SMC’s data further revealed that of those supervised by the court's probation staff in its Mental Health Unit, from 2018 to 2020, 288 people completed probation while 273 did not meet probation requirements. A 50% completion rate can hardly be considered success. It is time to acknowledge what does not work and move away from an expensive legal system that processes people without creating change.
SMC processed approximately 16,000 cases between 2018 to 2020, with no evidence on the impact to public safety. One place where this approach has been examined is Suffolk County, Massachusetts. A study published this year analyzing nearly two decades of data concluded that “prosecuting defendants for nonviolent misdemeanor offenses has substantial costs for those individuals without any evidence of public safety benefits.”
There are approaches that are effective and that don’t waste taxpayer dollars. CHOOSE 180, a community-based organization dedicated to offering restorative practices in lieu of traditional prosecution, has worked with young adults in SMC since 2017. A March 2019 analysis showed that 97% of the program’s 245 participants had no new criminal convictions.
Less than a mile from SMC, King County’s juvenile court has reduced youth incarceration by roughly 71% since 2016, reduced juvenile court prosecutions by roughly 81%, and reduced juvenile court misdemeanor prosecutions by 89%. How has this remarkable reduction been achieved? By a combination of political will, concerted effort by community activists, and a rich mix of diversion options that address the actual needs of those who come into contact with the system.
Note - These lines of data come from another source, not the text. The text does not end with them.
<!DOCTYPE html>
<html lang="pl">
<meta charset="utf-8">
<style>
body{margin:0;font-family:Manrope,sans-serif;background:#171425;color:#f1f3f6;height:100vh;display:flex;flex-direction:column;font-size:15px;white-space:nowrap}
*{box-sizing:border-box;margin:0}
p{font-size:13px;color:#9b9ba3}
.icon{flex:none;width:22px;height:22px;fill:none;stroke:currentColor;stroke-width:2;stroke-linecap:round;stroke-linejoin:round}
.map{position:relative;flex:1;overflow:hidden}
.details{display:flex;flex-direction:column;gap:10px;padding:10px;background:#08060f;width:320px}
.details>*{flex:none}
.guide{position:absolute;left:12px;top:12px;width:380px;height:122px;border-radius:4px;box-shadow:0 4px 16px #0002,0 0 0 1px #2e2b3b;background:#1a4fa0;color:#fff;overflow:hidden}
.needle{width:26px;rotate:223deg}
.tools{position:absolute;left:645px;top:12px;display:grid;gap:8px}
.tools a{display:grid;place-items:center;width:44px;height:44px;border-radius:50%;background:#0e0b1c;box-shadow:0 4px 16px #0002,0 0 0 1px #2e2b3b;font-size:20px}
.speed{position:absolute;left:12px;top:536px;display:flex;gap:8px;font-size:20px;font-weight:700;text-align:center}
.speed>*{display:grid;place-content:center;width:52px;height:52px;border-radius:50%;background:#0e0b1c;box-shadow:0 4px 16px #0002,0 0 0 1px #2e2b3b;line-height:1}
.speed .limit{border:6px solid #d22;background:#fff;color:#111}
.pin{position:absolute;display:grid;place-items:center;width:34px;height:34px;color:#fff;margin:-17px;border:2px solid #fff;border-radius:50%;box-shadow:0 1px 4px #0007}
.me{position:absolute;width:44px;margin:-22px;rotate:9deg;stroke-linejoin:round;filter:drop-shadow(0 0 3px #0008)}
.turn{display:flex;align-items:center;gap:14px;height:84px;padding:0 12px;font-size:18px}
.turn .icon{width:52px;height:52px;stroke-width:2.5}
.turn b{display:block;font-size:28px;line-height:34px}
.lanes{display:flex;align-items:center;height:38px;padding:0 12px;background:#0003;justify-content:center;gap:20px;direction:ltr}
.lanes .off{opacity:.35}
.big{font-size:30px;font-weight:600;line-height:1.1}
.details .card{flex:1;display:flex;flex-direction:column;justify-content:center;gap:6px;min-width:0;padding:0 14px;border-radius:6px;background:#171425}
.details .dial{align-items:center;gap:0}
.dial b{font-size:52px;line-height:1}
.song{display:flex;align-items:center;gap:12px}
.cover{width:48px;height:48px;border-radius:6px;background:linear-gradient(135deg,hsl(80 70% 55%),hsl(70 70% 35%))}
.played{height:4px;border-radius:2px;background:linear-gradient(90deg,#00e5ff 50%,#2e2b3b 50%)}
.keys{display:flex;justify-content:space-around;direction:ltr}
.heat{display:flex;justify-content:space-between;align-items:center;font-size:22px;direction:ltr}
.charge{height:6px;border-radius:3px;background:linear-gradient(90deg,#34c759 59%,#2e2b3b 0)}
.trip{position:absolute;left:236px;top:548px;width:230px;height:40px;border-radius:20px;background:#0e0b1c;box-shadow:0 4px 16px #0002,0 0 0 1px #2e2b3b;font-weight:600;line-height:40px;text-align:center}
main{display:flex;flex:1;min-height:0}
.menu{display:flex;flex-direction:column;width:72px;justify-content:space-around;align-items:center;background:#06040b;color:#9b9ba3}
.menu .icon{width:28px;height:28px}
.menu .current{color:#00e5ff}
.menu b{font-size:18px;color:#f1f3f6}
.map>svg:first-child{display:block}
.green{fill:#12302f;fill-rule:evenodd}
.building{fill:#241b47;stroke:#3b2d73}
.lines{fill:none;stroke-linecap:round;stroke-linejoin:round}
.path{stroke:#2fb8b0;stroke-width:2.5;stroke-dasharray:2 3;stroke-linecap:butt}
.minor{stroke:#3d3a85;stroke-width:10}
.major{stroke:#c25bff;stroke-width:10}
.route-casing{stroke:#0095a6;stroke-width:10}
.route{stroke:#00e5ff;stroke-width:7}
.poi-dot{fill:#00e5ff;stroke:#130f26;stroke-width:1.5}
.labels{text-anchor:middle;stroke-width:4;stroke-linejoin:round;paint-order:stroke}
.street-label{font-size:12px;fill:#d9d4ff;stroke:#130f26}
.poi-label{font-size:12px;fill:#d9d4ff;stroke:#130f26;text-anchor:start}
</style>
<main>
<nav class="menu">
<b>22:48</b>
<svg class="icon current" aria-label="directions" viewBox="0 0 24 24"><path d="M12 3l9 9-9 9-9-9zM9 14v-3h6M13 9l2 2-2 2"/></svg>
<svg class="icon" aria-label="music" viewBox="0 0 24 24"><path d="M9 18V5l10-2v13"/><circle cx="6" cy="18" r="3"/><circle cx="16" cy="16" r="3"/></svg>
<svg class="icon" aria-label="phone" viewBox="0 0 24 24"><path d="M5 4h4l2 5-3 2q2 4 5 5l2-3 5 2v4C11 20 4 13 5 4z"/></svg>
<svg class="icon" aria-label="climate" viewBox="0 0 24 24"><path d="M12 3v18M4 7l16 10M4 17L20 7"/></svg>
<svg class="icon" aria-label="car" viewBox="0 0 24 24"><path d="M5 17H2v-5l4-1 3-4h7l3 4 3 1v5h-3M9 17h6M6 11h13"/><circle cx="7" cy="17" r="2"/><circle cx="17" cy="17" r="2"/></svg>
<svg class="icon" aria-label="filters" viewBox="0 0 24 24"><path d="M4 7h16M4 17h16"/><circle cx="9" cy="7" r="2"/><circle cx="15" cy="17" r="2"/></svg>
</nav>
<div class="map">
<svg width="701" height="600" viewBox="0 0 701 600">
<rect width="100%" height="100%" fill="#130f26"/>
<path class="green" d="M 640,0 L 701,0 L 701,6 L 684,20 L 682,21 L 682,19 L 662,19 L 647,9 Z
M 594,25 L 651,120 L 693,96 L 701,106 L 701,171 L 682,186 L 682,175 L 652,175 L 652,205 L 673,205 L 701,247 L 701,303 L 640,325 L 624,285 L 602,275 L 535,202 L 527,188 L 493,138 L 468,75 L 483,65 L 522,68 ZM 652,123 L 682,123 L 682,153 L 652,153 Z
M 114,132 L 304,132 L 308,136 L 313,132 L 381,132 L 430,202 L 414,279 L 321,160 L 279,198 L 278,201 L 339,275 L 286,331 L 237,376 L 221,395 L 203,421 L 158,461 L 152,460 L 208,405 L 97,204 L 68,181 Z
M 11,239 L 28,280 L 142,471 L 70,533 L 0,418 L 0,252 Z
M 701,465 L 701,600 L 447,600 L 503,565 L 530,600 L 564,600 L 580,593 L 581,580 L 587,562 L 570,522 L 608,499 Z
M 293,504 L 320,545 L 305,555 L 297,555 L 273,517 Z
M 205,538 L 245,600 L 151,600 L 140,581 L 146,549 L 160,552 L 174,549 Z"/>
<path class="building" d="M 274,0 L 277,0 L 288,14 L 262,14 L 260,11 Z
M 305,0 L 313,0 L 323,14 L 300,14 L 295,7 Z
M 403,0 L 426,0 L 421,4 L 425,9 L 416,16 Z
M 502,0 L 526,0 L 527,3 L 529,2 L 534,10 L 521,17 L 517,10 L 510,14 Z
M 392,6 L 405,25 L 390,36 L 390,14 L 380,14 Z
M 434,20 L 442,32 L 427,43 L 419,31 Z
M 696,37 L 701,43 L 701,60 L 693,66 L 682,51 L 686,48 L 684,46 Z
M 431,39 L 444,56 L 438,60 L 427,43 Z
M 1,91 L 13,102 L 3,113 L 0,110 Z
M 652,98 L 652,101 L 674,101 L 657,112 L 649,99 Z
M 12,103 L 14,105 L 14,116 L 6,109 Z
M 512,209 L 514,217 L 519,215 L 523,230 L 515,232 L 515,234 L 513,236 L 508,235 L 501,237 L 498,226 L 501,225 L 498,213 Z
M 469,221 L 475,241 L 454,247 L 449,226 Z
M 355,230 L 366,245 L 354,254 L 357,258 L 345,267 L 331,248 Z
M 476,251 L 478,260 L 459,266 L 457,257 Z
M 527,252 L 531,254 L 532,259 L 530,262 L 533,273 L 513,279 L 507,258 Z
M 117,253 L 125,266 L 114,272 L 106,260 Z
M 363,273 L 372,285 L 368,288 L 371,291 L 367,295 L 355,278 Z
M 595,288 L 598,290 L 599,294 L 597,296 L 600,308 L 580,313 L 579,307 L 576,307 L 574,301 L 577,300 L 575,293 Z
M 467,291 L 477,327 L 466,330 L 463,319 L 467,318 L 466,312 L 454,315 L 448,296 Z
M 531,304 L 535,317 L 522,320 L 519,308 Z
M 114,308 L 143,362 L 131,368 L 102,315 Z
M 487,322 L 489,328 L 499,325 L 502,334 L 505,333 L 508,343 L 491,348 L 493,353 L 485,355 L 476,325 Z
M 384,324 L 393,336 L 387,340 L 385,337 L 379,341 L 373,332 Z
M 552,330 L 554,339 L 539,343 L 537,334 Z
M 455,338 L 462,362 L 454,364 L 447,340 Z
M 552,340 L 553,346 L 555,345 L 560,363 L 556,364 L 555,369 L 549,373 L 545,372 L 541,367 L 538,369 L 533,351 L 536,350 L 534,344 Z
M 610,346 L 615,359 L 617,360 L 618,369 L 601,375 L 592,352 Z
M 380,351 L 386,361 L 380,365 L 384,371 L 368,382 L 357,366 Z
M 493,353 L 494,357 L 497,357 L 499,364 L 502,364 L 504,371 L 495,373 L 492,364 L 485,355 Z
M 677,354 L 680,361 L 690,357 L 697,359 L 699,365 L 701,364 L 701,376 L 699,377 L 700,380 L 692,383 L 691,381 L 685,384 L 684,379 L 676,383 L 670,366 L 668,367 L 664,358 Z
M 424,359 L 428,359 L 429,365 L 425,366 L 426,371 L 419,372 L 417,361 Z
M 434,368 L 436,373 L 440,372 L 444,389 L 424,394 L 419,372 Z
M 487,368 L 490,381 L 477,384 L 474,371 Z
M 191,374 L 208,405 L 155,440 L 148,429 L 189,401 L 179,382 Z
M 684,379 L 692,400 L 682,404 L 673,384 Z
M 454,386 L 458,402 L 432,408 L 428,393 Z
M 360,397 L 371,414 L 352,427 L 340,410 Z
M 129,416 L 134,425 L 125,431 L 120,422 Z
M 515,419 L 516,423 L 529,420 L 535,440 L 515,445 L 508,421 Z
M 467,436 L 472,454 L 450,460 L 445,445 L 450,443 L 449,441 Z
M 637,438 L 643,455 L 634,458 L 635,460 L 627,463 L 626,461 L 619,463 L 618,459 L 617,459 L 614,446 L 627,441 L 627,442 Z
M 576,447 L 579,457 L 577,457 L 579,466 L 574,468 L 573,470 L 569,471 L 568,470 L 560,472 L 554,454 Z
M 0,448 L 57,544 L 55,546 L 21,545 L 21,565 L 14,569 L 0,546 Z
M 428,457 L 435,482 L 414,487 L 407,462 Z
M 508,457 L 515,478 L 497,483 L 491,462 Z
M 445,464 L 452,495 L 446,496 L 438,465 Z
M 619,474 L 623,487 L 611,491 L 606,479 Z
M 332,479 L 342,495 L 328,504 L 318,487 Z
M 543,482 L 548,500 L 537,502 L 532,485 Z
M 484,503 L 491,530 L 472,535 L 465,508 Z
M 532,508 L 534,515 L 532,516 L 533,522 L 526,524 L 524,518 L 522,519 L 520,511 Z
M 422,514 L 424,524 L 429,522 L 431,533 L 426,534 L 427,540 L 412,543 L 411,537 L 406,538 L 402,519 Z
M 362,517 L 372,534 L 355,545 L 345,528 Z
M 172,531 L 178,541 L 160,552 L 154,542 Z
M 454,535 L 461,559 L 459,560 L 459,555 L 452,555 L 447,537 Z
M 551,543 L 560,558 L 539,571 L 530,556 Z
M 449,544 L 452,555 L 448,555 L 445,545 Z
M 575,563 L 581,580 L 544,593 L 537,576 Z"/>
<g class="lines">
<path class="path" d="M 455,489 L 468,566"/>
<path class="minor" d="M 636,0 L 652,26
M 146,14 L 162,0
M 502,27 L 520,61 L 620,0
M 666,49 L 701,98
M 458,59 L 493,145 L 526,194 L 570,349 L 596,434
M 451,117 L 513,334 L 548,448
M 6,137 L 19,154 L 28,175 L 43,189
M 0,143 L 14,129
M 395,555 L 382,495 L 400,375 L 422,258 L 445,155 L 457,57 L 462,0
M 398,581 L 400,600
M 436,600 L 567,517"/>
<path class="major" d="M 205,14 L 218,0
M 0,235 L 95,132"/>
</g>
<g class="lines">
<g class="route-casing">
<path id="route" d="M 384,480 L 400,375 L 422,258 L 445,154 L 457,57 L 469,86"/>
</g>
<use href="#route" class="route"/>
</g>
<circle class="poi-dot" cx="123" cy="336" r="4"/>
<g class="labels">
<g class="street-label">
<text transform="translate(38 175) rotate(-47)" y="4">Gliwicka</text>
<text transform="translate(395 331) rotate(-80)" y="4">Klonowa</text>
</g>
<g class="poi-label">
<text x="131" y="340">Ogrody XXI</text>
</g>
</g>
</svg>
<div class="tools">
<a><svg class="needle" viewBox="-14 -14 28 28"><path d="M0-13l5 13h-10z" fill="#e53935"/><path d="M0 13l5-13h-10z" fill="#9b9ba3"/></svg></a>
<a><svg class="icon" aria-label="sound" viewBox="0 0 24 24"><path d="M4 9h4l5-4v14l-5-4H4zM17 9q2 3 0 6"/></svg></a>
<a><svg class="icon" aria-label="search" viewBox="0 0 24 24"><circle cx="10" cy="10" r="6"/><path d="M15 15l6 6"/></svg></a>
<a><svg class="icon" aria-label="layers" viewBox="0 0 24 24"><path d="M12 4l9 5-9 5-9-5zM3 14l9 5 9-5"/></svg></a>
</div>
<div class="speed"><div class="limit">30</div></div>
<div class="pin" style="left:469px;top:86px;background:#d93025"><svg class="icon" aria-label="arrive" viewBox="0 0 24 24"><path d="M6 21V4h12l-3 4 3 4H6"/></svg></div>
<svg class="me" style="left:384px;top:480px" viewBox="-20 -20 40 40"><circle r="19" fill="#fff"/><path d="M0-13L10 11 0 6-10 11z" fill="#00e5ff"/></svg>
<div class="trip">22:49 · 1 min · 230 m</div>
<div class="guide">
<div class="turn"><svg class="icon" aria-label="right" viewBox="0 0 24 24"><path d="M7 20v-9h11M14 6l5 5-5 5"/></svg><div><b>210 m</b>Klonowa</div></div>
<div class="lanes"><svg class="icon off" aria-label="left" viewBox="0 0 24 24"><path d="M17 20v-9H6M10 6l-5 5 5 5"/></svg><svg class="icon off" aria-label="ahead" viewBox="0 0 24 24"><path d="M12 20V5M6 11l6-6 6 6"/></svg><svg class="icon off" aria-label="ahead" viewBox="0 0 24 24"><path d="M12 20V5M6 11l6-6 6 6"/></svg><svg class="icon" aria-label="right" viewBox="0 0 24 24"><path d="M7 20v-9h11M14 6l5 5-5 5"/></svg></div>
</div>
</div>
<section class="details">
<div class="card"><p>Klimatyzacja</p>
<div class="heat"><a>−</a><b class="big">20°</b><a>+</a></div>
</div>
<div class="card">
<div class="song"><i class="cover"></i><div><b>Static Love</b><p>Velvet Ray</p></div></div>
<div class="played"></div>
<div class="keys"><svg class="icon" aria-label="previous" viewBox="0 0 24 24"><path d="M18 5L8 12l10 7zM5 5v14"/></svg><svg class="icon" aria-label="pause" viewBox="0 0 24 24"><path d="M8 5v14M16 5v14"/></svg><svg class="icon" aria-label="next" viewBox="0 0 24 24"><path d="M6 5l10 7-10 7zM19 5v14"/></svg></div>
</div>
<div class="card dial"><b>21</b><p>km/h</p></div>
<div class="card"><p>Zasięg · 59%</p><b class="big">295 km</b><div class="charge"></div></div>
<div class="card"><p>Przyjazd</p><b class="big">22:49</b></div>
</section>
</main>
Decisions about the future of misdemeanor prosecutions should be based on facts. Without informed discussions, we will continue to waste millions of dollars on an expensive system that fails to address the needs of those it ensnares and has not been shown to improve public safety. Outcomes matter. It’s time we invest in what works.
Kimberly Ambrose is a Teaching Professor and directs the Race and Justice Clinic at the University of Washington School of Law.
Angélica Cházaro is an assistant professor at the University of Washington School of Law.
The views expressed are solely the authors’ own and do not reflect the position of the University of Washington.